TASK GOAL — Which lines in the data contain the word "Great"? Please copy each of them.

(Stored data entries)
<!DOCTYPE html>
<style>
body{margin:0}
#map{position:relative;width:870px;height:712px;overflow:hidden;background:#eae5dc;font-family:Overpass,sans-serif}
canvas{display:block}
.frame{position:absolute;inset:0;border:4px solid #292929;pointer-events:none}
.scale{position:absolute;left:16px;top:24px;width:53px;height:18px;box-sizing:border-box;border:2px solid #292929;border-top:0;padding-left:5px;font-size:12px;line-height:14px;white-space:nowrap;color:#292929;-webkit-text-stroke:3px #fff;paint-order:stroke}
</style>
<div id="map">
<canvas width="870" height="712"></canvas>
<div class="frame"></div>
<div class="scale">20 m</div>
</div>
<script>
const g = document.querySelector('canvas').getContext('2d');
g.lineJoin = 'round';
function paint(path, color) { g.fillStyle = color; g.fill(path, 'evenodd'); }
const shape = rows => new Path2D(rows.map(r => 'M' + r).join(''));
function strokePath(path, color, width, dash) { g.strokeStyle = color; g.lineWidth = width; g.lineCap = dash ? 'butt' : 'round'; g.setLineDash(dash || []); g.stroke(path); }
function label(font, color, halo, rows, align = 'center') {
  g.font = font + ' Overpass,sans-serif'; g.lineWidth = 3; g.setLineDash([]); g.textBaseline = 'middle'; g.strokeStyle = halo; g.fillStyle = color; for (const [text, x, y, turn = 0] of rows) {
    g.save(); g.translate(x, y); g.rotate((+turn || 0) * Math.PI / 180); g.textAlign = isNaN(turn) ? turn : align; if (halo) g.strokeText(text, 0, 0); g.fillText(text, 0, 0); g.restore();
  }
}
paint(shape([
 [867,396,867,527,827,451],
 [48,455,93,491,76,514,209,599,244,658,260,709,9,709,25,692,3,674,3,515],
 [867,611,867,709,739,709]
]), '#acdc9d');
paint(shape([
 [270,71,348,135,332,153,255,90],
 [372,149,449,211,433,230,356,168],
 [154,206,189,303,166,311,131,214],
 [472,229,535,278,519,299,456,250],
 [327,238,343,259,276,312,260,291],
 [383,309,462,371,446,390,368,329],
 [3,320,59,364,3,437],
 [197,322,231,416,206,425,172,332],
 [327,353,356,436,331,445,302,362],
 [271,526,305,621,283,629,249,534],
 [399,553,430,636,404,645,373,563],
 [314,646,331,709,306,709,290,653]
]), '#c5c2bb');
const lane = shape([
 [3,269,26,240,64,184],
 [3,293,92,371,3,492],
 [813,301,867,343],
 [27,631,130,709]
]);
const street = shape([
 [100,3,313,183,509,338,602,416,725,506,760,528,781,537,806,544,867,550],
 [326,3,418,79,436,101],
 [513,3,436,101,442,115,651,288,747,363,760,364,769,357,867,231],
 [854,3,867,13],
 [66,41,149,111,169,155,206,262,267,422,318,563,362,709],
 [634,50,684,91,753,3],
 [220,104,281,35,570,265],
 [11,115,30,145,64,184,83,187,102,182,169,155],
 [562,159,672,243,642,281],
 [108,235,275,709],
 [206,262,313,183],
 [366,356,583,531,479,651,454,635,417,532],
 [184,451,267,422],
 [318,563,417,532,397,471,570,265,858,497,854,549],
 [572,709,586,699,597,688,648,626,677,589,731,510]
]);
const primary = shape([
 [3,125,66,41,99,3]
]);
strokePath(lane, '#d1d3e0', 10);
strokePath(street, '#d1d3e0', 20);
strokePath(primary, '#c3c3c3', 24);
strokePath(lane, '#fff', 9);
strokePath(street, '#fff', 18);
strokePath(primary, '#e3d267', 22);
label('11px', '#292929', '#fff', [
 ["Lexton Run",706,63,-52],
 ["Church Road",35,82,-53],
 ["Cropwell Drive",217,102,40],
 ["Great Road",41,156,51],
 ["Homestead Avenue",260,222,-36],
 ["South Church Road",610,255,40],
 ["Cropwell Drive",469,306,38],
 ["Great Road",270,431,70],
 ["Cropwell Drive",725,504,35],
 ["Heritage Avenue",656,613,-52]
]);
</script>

ANSWER SPACE —
 ["Great Road",41,156,51],
 ["Great Road",270,431,70],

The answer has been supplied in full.